▸ **What is expected**: Could you return every line of the records below that contains the word "Chipstead"?

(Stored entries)
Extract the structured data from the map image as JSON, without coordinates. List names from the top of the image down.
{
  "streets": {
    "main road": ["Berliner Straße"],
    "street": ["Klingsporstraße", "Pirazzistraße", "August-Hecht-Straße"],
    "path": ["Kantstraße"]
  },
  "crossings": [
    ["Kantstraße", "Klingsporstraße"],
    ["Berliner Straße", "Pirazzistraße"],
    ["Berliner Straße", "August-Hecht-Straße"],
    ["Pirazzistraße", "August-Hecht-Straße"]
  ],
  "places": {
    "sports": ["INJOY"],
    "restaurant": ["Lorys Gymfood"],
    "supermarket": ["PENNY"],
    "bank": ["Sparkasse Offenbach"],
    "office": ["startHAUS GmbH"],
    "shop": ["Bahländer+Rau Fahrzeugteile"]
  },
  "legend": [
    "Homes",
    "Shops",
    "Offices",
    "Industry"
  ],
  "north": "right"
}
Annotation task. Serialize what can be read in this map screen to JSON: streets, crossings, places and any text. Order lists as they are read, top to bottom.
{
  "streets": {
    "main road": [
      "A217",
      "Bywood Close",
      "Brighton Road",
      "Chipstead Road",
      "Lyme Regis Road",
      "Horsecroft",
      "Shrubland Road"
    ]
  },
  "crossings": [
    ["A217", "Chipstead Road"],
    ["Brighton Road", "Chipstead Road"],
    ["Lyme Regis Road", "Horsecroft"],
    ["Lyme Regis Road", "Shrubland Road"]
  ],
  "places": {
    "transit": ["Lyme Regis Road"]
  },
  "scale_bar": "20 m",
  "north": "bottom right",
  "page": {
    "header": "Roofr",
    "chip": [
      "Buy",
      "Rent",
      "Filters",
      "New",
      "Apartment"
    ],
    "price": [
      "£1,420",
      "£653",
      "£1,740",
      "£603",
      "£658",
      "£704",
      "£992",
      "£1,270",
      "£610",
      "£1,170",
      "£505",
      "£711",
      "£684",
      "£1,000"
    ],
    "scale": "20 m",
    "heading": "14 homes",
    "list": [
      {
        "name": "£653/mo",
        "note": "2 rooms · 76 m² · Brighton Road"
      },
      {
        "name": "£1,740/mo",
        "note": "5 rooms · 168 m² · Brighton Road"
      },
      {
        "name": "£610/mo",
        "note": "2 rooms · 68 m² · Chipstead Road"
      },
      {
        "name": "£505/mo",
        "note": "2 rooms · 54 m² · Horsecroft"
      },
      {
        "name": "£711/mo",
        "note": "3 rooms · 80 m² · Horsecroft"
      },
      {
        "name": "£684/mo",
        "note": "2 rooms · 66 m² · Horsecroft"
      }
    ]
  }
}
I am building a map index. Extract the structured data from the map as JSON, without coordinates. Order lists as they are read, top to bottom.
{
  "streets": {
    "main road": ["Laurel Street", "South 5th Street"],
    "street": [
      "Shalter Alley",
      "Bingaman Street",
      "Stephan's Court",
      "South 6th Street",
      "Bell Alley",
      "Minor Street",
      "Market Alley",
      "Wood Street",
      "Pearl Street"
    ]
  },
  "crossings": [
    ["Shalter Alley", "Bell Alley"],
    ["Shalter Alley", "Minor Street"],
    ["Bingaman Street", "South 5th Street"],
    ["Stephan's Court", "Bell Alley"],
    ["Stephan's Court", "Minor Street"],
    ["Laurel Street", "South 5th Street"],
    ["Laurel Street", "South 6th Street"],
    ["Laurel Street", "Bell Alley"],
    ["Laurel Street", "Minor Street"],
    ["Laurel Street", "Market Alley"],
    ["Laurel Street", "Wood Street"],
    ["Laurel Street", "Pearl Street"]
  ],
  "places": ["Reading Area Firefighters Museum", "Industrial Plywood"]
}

▸ **Answer box**:
      "Chipstead Road",
    ["A217", "Chipstead Road"],
    ["Brighton Road", "Chipstead Road"],
        "note": "2 rooms · 68 m² · Chipstead Road"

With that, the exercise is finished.